Reggae museum in 2024?
MONTEGO BAY, St James – DownSound Entertainment is hopeful that a lease arrangement with the Urban Development Corporation (UDC) for use of Catherine Hall Entertainment Complex in Montego Bay will be approved soon so it can begin rolling out its plans for developing the facility.
Part of the planned upgrade to the venue used for each summer’s staging of Reggae Sumfest will be a museum dedicated to the work of reggae legend Bob Marley.
The collection was curated by American reggae archivist Roger Steffens.
DownSound Entertainment Deputy Chairman Robert Russell is hoping progress will be made within the next few months.
“We are just waiting on the UDC to finalise the lease and then, hopefully, we can start construction early in the new year,” he told the Jamaica Observer on Friday.
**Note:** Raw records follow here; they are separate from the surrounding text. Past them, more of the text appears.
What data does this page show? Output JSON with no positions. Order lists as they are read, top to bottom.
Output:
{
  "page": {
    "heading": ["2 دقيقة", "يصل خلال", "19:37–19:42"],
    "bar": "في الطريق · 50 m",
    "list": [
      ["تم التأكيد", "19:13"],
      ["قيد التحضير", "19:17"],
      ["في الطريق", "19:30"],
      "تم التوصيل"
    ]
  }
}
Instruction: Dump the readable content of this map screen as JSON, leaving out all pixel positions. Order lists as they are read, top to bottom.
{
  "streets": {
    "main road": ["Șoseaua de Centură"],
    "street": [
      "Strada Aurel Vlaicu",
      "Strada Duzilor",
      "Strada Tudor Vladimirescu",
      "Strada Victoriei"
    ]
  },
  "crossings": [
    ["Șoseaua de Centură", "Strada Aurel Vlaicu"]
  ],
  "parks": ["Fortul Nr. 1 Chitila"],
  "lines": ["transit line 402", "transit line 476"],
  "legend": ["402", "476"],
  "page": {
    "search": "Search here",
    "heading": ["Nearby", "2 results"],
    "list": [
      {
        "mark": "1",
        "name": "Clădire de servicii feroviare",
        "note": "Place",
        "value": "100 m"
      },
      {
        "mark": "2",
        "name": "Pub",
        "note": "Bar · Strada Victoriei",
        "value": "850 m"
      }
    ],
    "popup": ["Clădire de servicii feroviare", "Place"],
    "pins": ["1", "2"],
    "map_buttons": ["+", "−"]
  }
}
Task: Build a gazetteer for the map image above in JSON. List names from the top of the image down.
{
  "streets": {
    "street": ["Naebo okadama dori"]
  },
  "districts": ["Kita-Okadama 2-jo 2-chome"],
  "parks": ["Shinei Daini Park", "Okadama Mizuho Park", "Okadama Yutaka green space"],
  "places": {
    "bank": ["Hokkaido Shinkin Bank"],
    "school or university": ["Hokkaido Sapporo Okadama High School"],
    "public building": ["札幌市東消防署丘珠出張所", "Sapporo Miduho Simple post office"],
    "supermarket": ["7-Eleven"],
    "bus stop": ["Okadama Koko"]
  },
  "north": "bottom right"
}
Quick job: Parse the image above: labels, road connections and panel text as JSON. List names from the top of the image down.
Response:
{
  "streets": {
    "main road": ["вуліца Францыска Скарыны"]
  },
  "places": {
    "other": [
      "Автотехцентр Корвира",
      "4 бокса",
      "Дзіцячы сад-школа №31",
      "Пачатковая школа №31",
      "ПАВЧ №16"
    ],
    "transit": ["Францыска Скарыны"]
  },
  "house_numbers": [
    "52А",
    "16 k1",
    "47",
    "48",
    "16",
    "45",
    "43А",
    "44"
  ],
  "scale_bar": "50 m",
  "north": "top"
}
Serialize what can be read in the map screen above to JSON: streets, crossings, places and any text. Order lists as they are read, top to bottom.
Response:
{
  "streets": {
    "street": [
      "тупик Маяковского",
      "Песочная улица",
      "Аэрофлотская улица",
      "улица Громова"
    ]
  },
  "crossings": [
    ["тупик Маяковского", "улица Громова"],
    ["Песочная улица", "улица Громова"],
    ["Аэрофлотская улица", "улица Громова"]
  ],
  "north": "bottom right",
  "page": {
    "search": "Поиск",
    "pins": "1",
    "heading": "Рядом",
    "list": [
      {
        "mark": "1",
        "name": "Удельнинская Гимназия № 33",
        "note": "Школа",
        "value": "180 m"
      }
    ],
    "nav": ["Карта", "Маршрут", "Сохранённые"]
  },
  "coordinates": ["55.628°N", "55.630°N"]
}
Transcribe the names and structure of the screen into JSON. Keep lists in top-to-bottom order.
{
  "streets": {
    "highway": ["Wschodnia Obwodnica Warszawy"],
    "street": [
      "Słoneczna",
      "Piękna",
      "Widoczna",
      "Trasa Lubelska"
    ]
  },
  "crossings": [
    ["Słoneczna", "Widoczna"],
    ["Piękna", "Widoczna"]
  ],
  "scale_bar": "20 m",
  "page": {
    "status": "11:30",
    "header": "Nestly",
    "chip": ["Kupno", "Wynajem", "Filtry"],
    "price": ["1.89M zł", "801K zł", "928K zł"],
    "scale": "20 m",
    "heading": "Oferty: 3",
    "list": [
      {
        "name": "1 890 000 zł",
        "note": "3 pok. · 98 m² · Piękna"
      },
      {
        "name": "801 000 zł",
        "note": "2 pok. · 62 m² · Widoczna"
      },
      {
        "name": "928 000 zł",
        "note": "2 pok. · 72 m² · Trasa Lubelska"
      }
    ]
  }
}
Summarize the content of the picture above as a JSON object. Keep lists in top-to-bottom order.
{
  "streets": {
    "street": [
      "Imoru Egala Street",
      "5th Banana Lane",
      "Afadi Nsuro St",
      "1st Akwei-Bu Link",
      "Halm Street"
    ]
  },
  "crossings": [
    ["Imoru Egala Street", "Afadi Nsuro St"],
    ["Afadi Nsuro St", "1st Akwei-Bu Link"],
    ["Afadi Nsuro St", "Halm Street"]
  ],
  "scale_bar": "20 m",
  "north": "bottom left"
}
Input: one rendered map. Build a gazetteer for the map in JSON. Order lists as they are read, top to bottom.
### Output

“On our side, we have everything sorted out; we’re talking design, everything. We’re just waiting on them to approve and give us the final lease,” he added.
The Observer reached out to the UDC for an update but there was no response up to press time.
According to Russell, DownSound successfully negotiated a lease after it was put to tender but ongoing discussions have extended completion of the process.
“It’s not a hard and fast reason why it is taking so long because it’s a series of negotiations that have taken place to finalise the lease, which we were in the process of doing. There were some different criteria that we had to satisfy and they had to be clear on. When you are doing a big development like that it takes a certain amount of discussion and adjustments to get to the final product, and hopefully we are there now,” he explained.
“We are hoping that in the new year things will move a little faster. The wheels of Government turn very slowly and sometimes it’s frustrating, but you just have to wait until everything is in place,” Russell added.
He is looking forward to the museum being completed and showcasing the Steffens collection.
“It will be the only museum of its kind in the world, the only complete Bob Marley, reggae, and rocksteady museum in the world,” he boasted.
Russell anticipates that the facility will be a major boost for the western resort city.
“I think it will transform Montego Bay into the entertainment capital of the Caribbean, for sure,” he remarked.
“I think it will have a massive impact because people come from all parts of the world to visit the Bob Marley Museum, his birthplace, and where he was buried and all of that, and that will now happen in Montego Bay,” he added.
He outlined, once again, other aspects of the planned development such as a dock, restaurant, walking trail, and amenities.
“It will be a complete tourist attraction with entertainment and various other offerings for tourists and locals alike,” he pointed out.
Russell was still unable to provide an estimated price tag for the multimillion-dollar project.
“That keeps changing. The longer it takes, of course, is the more it is expected to cost. You can’t really price it until you actually start, because what would have been six months ago or a year ago wouldn’t pertain today,” he said.
“As time goes by, inflation and everything else will have an effect on the final cost, but we’re prepared for whatever the eventualities are,” he assured.